WHAT YOU ARE ASKED TO DO: The lines you need are those holding the word "Fidokorlar"; pull them from the material.

PROVIDED DATA:

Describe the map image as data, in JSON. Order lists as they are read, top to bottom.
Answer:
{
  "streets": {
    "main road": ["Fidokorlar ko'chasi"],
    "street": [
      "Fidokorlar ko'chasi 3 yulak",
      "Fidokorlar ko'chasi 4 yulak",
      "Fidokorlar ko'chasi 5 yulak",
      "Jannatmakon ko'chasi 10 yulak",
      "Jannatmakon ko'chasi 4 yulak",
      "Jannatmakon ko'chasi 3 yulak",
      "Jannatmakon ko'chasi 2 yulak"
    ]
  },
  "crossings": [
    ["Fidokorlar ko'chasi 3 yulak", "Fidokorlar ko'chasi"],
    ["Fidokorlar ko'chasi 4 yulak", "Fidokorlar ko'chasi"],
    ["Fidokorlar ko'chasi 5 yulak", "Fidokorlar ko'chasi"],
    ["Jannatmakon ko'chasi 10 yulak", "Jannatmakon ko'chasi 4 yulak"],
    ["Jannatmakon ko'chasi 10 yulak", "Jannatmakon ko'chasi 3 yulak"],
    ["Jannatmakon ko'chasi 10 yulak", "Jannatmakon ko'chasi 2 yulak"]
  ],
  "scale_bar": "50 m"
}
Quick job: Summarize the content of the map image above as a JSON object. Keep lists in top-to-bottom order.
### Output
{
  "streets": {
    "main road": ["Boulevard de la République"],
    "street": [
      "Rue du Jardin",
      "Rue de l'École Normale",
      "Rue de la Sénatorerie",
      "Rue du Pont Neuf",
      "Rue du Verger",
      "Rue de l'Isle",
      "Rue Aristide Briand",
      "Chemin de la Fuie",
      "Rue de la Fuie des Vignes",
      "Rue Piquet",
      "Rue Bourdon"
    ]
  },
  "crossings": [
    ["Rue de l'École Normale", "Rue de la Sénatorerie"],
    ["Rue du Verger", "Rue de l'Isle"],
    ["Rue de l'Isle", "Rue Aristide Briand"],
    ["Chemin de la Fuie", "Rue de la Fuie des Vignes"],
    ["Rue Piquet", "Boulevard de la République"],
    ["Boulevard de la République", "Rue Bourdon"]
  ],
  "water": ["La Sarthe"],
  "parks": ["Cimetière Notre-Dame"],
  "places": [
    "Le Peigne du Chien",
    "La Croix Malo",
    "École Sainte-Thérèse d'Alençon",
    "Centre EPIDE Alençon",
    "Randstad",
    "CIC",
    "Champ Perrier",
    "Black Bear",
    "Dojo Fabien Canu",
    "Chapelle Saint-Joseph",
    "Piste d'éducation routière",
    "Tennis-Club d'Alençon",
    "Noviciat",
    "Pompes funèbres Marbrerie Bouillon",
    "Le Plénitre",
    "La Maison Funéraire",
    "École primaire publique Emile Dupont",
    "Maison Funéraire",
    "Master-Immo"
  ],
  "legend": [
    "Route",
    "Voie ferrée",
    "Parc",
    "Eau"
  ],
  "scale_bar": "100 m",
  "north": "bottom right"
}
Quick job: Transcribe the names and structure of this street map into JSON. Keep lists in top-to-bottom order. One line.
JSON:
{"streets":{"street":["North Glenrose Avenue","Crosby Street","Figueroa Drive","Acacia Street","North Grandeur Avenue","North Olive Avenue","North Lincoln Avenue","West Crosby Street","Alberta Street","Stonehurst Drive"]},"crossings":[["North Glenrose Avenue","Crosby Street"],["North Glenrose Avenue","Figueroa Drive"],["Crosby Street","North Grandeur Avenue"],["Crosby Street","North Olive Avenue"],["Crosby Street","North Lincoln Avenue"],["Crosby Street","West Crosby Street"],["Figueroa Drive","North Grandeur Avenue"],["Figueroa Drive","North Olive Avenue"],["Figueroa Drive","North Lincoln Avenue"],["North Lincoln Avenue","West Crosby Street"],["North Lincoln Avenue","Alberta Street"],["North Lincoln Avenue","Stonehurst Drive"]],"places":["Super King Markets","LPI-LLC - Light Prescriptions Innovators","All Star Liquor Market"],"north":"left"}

WRITTEN REPLY:
    "main road": ["Fidokorlar ko'chasi"],
      "Fidokorlar ko'chasi 3 yulak",
      "Fidokorlar ko'chasi 4 yulak",
      "Fidokorlar ko'chasi 5 yulak",
    ["Fidokorlar ko'chasi 3 yulak", "Fidokorlar ko'chasi"],
    ["Fidokorlar ko'chasi 4 yulak", "Fidokorlar ko'chasi"],
    ["Fidokorlar ko'chasi 5 yulak", "Fidokorlar ko'chasi"],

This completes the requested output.